Collected data entries

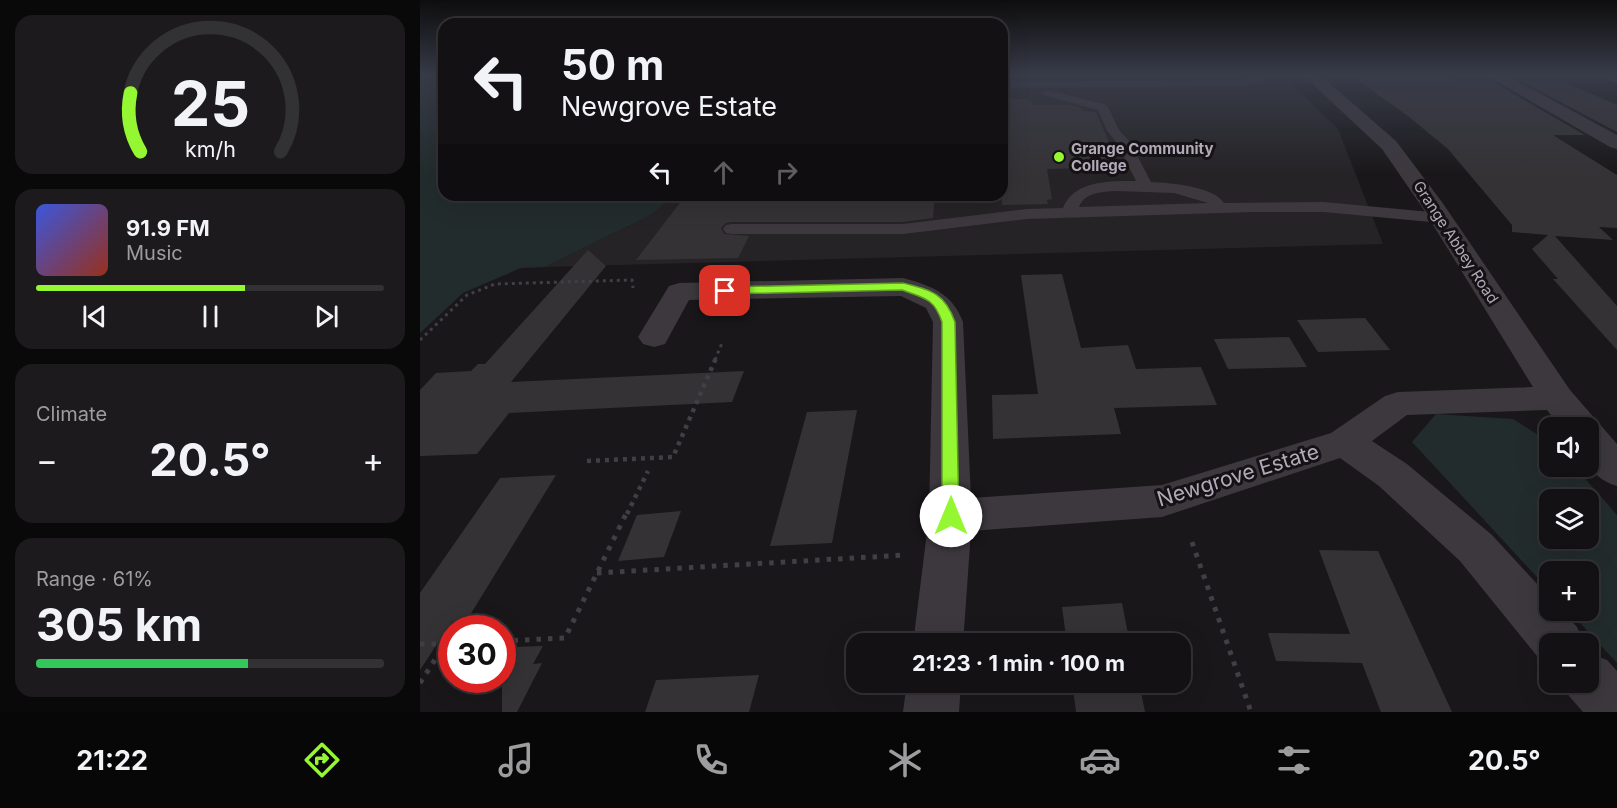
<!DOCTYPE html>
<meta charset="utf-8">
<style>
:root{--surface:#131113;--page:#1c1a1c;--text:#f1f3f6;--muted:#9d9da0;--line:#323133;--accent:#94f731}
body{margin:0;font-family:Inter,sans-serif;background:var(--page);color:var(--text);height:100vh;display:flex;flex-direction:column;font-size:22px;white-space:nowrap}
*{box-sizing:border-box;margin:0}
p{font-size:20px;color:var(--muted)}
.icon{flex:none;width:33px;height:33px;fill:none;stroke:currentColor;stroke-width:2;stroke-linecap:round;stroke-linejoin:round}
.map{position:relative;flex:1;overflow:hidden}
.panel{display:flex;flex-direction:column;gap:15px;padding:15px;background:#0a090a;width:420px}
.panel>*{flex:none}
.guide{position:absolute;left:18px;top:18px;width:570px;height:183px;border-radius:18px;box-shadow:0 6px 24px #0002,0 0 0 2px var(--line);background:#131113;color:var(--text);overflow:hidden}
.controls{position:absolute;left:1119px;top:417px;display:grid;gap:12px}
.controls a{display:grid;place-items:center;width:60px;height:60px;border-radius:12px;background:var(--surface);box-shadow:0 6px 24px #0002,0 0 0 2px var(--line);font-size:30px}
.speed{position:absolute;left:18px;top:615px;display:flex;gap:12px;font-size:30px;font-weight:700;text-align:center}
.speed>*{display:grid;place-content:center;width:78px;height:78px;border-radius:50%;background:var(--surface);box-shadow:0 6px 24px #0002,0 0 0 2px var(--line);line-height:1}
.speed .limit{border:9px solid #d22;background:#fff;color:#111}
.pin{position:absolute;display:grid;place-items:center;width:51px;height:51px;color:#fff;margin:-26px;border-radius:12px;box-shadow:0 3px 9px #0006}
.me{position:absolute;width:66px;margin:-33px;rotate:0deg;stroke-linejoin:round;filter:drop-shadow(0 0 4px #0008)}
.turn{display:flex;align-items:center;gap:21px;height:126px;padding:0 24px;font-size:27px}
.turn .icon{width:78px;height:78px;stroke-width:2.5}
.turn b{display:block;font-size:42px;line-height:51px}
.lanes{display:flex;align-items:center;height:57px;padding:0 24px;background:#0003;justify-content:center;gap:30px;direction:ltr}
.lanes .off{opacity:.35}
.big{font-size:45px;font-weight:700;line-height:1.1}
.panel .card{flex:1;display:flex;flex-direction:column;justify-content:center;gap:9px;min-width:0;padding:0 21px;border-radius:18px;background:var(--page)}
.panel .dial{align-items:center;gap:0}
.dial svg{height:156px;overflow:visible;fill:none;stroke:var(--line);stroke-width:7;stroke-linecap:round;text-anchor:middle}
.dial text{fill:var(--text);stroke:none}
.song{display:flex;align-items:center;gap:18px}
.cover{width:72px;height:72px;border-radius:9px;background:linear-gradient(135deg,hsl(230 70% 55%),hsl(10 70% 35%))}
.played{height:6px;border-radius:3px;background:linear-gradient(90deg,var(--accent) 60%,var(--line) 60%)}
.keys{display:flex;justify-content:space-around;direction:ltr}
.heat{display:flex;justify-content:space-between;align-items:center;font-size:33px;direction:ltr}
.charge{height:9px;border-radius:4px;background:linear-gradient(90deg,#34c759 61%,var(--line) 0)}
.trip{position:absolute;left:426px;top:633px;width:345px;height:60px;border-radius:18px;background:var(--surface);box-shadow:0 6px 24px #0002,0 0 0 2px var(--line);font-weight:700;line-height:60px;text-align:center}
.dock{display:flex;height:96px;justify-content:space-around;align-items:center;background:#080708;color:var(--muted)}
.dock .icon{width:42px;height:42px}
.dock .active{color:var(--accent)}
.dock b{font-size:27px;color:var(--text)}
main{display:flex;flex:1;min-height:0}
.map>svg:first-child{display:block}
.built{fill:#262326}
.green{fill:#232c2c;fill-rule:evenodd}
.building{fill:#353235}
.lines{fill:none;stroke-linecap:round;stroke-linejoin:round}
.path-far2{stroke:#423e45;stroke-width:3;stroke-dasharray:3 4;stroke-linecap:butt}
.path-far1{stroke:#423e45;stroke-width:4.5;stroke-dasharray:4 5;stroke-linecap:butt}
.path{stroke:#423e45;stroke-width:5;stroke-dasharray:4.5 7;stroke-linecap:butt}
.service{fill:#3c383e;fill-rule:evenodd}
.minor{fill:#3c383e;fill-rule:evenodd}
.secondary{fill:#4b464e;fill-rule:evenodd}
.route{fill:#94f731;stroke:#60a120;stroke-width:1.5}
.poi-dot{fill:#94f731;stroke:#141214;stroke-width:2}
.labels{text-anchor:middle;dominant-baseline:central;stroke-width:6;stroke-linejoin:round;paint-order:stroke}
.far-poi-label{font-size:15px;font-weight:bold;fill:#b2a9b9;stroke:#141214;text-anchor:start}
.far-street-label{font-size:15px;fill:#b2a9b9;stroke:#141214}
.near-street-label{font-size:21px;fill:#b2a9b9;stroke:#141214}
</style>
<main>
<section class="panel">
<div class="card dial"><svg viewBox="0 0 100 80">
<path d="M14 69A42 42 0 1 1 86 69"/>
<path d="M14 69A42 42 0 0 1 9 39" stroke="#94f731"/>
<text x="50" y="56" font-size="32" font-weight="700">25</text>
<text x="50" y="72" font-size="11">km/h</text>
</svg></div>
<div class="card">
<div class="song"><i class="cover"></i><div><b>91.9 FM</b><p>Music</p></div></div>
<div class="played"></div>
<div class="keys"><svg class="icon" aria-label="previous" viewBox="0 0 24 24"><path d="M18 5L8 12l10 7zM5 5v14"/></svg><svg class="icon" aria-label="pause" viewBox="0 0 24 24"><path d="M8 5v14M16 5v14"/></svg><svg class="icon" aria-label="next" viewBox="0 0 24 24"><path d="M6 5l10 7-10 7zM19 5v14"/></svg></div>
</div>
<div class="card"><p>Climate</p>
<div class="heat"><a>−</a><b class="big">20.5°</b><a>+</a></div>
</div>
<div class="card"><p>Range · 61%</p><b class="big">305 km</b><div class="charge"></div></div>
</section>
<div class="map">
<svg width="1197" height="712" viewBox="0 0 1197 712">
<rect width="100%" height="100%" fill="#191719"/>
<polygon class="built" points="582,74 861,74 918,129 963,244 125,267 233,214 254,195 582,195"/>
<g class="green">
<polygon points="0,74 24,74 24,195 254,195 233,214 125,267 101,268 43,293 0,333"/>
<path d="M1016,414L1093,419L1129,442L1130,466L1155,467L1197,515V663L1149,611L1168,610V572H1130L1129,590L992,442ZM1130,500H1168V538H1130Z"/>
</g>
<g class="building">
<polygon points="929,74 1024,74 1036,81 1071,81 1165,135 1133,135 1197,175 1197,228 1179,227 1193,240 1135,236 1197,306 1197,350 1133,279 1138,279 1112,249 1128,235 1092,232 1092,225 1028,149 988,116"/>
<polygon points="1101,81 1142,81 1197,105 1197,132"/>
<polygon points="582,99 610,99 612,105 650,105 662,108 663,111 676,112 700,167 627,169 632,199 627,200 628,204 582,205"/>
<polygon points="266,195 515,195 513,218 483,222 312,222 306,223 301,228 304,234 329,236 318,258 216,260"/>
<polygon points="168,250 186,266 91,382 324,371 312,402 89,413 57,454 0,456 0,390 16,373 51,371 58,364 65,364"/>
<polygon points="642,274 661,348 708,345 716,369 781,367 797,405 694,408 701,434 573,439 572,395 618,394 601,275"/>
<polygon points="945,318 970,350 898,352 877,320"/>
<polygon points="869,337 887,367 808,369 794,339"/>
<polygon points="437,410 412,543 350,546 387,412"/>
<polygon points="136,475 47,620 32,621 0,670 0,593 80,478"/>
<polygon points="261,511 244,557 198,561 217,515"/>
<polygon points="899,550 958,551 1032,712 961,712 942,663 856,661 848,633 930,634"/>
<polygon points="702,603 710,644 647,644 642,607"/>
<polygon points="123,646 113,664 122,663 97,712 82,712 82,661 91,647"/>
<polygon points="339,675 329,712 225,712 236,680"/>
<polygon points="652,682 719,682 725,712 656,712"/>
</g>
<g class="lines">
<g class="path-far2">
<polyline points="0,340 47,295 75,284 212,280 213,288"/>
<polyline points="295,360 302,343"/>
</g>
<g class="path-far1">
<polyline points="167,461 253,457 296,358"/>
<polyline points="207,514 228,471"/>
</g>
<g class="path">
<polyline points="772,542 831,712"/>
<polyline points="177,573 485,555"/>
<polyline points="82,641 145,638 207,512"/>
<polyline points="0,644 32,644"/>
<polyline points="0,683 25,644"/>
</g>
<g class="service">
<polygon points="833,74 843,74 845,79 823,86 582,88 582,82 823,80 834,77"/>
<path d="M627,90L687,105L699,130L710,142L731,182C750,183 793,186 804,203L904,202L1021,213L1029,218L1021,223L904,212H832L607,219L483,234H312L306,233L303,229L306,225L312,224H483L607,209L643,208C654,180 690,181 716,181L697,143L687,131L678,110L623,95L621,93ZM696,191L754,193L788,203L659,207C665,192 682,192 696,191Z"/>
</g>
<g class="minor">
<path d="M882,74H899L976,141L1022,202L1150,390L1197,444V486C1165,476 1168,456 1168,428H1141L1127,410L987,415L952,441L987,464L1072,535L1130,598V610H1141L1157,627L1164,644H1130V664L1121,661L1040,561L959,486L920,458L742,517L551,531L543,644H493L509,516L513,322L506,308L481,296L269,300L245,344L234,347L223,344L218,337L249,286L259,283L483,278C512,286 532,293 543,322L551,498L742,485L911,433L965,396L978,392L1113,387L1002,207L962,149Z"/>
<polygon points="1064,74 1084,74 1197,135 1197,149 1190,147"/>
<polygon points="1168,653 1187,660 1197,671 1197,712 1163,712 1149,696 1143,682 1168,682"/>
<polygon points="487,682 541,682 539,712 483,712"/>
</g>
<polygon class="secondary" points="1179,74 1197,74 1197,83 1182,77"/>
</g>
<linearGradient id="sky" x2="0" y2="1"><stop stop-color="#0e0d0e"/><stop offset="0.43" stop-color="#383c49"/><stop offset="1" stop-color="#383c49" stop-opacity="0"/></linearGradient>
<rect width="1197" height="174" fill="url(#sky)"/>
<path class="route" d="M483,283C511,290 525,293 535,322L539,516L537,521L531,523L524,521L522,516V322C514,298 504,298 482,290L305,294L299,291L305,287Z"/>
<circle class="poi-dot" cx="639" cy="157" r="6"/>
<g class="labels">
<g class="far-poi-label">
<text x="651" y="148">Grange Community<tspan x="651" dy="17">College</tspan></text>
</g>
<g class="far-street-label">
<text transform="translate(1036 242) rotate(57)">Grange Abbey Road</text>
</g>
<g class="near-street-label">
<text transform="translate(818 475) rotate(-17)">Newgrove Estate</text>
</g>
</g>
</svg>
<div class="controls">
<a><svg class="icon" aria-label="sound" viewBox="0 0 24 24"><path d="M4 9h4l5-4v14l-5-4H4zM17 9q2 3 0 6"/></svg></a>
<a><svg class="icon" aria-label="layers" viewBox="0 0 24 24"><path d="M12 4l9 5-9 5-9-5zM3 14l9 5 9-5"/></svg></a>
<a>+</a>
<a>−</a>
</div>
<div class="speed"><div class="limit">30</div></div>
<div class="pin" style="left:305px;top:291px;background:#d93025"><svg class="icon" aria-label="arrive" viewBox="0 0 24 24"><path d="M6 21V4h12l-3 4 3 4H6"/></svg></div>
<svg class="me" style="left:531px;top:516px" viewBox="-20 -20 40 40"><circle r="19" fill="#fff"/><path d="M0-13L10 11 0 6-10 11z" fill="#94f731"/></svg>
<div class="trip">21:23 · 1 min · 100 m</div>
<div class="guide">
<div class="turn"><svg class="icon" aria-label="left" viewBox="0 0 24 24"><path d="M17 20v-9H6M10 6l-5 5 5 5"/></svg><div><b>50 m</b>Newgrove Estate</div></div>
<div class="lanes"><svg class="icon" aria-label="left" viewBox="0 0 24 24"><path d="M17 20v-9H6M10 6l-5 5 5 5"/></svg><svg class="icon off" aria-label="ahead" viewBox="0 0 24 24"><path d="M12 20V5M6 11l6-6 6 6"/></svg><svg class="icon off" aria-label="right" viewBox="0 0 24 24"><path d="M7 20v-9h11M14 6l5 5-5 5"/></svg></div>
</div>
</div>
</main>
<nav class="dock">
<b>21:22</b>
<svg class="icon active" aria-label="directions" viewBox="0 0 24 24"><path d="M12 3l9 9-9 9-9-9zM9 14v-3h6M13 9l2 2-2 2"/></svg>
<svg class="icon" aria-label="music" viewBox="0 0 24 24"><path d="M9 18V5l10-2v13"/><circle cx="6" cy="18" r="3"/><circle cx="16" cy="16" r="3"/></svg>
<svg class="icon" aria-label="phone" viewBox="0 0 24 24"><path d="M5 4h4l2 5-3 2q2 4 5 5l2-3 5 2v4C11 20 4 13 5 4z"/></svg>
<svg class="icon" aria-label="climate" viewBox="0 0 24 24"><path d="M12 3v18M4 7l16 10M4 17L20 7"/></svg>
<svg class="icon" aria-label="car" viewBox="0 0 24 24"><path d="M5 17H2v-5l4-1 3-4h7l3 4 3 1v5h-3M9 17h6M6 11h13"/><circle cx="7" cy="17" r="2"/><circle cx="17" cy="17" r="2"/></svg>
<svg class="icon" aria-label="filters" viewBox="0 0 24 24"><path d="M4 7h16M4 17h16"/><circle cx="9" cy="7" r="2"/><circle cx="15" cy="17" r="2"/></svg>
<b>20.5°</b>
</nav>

**Your task**
Look through the records for the string "guide". Copy every line that has it.

**Reply**
.guide{position:absolute;left:18px;top:18px;width:570px;height:183px;border-radius:18px;box-shadow:0 6px 24px #0002,0 0 0 2px var(--line);background:#131113;color:var(--text);overflow:hidden}
<div class="guide">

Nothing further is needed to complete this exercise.